Collection entries
+++++
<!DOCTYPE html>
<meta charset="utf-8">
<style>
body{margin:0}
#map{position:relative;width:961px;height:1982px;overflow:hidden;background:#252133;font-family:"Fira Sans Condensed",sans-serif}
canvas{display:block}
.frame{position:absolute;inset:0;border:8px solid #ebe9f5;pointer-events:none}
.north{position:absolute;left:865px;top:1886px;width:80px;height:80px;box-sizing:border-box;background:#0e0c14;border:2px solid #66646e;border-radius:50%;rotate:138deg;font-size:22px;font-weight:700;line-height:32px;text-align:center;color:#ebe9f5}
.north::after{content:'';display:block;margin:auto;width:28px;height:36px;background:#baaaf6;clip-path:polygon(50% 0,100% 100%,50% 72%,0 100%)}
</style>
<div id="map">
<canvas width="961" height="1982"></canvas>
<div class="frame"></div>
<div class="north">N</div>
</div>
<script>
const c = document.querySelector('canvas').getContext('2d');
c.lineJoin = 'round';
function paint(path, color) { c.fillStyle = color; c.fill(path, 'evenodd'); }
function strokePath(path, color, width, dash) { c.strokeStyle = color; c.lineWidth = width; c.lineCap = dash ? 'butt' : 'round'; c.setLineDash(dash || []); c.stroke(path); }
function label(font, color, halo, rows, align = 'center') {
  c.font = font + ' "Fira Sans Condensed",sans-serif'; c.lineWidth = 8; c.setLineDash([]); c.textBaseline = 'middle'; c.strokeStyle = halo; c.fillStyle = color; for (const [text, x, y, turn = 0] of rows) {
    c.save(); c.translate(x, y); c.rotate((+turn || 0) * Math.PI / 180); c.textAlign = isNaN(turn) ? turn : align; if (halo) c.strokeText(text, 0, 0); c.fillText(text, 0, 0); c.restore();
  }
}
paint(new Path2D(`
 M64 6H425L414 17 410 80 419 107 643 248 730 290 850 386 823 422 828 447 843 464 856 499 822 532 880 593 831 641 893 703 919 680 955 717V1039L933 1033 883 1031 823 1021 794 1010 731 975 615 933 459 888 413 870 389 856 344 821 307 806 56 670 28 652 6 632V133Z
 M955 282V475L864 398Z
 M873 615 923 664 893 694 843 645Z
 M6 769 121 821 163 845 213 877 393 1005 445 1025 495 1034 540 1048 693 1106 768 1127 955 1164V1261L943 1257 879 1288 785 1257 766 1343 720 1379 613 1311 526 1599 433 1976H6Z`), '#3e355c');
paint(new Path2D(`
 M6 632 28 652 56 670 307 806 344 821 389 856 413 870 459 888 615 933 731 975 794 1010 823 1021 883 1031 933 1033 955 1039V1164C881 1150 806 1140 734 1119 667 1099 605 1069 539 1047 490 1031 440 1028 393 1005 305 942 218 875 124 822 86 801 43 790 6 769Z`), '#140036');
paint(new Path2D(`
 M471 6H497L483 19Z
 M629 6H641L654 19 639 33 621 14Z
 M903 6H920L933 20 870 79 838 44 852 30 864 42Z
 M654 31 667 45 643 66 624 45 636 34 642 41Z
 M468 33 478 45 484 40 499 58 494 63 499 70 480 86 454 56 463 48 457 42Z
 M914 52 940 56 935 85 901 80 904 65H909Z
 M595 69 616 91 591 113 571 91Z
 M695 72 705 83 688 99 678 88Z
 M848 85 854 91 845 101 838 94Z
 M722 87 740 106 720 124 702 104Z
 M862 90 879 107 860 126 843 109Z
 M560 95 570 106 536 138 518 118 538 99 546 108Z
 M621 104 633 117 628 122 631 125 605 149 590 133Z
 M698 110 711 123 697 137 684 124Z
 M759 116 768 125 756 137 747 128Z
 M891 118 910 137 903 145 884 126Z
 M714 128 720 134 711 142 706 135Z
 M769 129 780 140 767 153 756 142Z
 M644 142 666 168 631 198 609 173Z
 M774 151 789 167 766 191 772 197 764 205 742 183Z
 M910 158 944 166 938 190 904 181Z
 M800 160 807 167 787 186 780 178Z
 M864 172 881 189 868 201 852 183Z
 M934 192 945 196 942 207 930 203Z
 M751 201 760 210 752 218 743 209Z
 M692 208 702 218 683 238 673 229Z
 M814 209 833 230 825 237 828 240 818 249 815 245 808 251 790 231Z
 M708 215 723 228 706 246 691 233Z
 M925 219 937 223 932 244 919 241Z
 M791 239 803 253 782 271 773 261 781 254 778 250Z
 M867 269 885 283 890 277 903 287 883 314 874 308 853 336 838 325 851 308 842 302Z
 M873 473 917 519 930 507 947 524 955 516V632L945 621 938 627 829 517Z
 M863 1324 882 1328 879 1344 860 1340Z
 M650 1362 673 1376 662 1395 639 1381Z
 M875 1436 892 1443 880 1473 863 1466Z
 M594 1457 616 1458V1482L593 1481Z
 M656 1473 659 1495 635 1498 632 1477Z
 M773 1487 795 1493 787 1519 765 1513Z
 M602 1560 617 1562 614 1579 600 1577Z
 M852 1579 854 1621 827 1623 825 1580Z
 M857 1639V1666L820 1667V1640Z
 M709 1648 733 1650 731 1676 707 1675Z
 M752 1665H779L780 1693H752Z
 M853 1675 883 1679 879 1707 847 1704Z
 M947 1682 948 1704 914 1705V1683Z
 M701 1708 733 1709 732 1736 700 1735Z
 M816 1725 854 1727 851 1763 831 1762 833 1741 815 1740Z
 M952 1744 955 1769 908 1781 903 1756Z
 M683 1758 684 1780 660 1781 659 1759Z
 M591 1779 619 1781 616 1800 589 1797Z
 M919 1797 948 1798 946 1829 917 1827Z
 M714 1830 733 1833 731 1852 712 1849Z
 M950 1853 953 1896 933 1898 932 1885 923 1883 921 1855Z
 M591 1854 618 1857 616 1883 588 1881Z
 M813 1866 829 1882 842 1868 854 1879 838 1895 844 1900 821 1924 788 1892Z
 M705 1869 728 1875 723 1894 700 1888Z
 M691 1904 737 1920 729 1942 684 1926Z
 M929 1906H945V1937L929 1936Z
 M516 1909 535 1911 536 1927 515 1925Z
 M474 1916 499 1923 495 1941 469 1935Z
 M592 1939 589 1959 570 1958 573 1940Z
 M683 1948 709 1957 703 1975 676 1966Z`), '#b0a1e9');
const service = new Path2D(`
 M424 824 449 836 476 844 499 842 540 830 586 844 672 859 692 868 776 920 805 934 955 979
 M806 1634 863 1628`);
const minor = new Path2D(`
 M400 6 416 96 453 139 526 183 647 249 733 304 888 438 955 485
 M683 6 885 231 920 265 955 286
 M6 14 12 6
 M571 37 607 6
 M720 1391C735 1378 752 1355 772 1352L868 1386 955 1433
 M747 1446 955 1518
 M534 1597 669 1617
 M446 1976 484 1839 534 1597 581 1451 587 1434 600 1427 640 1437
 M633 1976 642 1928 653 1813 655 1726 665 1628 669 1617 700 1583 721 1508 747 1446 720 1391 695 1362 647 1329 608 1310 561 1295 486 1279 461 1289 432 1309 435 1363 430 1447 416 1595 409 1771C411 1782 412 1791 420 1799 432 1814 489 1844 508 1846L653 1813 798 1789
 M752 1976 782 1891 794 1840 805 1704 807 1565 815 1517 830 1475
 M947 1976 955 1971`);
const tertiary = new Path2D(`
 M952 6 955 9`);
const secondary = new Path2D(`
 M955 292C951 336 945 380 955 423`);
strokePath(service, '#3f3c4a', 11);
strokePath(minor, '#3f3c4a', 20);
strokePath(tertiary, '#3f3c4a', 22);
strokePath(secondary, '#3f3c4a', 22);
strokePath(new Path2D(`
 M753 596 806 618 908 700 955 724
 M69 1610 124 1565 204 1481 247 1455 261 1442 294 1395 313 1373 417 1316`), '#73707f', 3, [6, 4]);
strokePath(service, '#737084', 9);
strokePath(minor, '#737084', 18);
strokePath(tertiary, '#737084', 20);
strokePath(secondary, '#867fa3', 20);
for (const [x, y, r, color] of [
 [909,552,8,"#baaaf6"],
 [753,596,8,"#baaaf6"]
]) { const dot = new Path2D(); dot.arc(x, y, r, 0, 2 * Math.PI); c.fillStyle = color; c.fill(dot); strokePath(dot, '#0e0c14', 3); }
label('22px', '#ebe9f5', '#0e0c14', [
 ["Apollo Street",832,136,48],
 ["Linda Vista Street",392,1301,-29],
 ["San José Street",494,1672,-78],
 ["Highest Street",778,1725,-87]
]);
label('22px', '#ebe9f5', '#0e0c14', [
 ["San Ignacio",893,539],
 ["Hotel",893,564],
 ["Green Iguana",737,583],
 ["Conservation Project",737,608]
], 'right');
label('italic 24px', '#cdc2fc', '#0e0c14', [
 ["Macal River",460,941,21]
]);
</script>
+++++
Every line in the data above that contains "canvas" needs to be copied.

canvas{display:block}
<canvas width="961" height="1982"></canvas>
const c = document.querySelector('canvas').getContext('2d');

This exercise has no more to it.